Tenet is the 11th film that Christopher Nolan has directed. It stars John David Washington as The Protagonist, an American operative given a mission to stop the end of the world. Scientists discover that some objects are moving backwards in time through a process called inversion and it is The Protagonist's job to determine what is causing inversion and needs to stop it. Basically, Tenet is Nolan's version of a Bond film. The Protagonist gets help from a sidekick named Neil (Robert Pattinson) and they jet set all over the world, from India to Estonia to hanging out off of the coast of Vietnam, to take down a Russian oligarch (Kenneth Branagh)- who is using a McGuffin to destroy the world- with help of the oligarch's beautiful wife (Elizabeth Debicki). 

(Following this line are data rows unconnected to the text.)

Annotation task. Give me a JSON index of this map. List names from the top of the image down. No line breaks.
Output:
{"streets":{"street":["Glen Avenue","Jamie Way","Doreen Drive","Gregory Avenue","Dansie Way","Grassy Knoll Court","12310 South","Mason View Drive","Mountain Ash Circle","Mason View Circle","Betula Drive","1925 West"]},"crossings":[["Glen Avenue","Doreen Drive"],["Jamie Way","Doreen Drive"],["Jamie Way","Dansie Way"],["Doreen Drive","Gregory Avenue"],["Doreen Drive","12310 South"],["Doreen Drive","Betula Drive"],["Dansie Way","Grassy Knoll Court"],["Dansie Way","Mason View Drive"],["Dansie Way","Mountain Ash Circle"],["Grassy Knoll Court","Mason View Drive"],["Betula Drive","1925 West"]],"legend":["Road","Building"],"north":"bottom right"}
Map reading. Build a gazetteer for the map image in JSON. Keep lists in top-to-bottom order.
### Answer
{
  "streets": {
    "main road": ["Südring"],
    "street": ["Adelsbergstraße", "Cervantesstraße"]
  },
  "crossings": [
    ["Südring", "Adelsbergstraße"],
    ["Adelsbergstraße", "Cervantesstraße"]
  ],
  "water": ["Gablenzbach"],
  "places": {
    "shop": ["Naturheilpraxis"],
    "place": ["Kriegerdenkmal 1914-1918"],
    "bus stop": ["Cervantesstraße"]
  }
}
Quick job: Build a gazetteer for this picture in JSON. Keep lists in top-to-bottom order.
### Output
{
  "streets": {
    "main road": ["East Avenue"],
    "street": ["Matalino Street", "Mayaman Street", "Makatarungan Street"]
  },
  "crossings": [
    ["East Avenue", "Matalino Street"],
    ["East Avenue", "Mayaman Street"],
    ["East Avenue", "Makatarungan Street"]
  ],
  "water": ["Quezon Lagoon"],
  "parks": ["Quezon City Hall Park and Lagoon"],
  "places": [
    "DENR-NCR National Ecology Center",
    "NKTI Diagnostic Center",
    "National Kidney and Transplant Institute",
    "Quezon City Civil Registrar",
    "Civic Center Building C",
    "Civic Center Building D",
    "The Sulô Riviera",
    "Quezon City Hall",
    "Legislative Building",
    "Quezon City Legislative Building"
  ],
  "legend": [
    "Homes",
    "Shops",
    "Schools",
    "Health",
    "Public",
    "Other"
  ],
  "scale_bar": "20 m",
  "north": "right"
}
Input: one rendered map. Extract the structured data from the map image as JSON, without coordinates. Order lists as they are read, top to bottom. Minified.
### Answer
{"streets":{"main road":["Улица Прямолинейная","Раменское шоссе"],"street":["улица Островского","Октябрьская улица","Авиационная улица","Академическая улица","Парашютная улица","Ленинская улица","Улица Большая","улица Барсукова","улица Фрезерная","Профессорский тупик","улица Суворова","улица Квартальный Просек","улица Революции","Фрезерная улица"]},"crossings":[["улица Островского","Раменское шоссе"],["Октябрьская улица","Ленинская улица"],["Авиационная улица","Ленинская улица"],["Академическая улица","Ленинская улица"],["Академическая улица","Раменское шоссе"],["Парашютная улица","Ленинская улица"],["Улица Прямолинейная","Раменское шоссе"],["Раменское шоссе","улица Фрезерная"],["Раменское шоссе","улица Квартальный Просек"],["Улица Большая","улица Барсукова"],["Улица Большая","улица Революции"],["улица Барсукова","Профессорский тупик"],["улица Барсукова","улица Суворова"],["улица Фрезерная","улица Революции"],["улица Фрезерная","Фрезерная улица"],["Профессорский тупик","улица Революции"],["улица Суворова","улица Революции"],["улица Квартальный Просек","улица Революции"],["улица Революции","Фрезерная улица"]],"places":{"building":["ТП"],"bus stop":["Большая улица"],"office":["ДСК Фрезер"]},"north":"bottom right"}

I could go into the plot further, but the story of what happens in this movie is so damn confusing, that it's basically better to visit the r/Tenet Reddit thread to figure out what happens. The first third of this film is all confusing exposition dumps of people sitting down and talking to each other and the rest of the film sees characters going forward and backwards through time yet partaking in the same events. The whole film is needlessly elaborate and makes for a frustrating moviegoing experience.

I normally love Christopher Nolan films and don't generally mind his long-winded attempts to explain the rules of the film. The first third of Inception is also basically full of exposition dumps, but Nolan found a way to entertain the audience while clearly explaining the rules. He fucking flips an entire city on itself! I also don't mind if the film is confusing and messes with the concept of time, when again, Nolan clearly communicates that in the movie. Tenet follows a lot of the same rules of Memento. But whereas Memento firmly establishes how to watch the film and what it is (the present day scenes are going in reverse chronological order intercut with the main character talking on the phone about Sammy Jenkins), Tenet is a narrative mess. Everything does make sense and loop together as Reddit has confirmed, but the film itself doesn't convey that well. I don't mind a Nolan film that doesn't explain itself fully upon a first viewing and requires multiple rewatches, but it needs to be entertaining and make somewhat sense the first time around. Tenet does not. 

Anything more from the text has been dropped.